A conjugalidade tem de encontrar espaço para encaixar a criança-bebé e o equilíbrio anterior dos dois em relação (dos dois a viver juntos, dos dois mais as famílias de origem) é afectado e ferido de morte: não é possível retomar esse equilíbrio. É preciso encontrar um novo.
O bebé entra num espaço entre a mãe e o pai, entre mulher e homem, fundamental para o seu desenvolvimento saudável, para a sua vinculação segura, para a sua relação com o mundo, e precisa, tanto como de amor, de pais e mães capazes de impedir relações fusionais, em que bebé e mãe (quase sempre) perdem a sua diferenciação ou desligamentos graves (entre o pai e o bebé ou entre pai e mãe) difíceis de reparar.
Os novos papéis parentais
A presença de um filho altera as rotinas e as tarefas familiares e individuais dos pais. Lutar contra estas alterações, não aceitar que é preciso mudar, implica que um dos elementos acabe sobrecarregado, insatisfeito e desiludido.

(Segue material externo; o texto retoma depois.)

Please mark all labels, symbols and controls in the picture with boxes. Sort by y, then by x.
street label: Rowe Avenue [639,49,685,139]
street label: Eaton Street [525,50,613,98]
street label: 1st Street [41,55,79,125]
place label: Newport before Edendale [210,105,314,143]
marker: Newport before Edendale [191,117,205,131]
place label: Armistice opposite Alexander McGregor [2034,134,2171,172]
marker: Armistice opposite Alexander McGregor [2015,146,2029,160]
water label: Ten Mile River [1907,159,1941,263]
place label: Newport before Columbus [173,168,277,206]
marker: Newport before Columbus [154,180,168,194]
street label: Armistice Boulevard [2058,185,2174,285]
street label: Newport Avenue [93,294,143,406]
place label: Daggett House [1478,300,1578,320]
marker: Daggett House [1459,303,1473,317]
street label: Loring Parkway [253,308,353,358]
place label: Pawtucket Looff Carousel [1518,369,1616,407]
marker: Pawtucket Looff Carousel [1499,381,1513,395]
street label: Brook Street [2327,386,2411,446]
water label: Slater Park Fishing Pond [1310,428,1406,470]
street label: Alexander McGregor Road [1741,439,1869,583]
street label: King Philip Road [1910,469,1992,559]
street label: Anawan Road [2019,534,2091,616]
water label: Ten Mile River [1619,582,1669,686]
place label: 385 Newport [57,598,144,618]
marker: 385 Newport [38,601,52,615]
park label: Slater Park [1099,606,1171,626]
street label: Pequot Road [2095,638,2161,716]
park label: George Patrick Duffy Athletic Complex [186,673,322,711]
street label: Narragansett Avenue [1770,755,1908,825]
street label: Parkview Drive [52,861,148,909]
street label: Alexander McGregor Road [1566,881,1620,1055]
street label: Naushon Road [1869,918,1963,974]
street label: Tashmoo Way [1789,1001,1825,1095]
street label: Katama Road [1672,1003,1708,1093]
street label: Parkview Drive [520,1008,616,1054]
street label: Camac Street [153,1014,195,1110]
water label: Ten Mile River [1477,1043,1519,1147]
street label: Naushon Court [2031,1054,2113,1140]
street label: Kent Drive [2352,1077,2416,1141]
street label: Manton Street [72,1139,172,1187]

Atingir um equilíbrio satisfatório, para todos, implica uma partilha das novas tarefas e das novas responsabilidades. Socialmente, têm sido implementadas medidas para que mães e pais tenham os mesmos direitos em relação à maternidade. Para que tenham as mesmas responsabilidades, é preciso alterar mentalidades…
Do ponto de vista psicológico, o pai tem de ser Pai: tirar o bebé dum colo materno demasiado apertado, alimentar, cuidar, adormecer, acordar (adormecer outra vez para voltar a acordar!), ligar-se emocionalmente e criar condições para que a criança se vincule também a si. Tem de ser de confiança: para o bebé e para a mãe.
A mãe tem de ser… uma Mãe que liberta, uma mãe que entende o desenvolvimento do seu filho enquanto processo de autonomia progressiva e que sendo presente, próxima e investida, se apoia na confiança que o pai transmite para conseguir ser pessoa e mulher, sem se perder na maternidade.
Como conciliar a parentalidade com a conjugalidade?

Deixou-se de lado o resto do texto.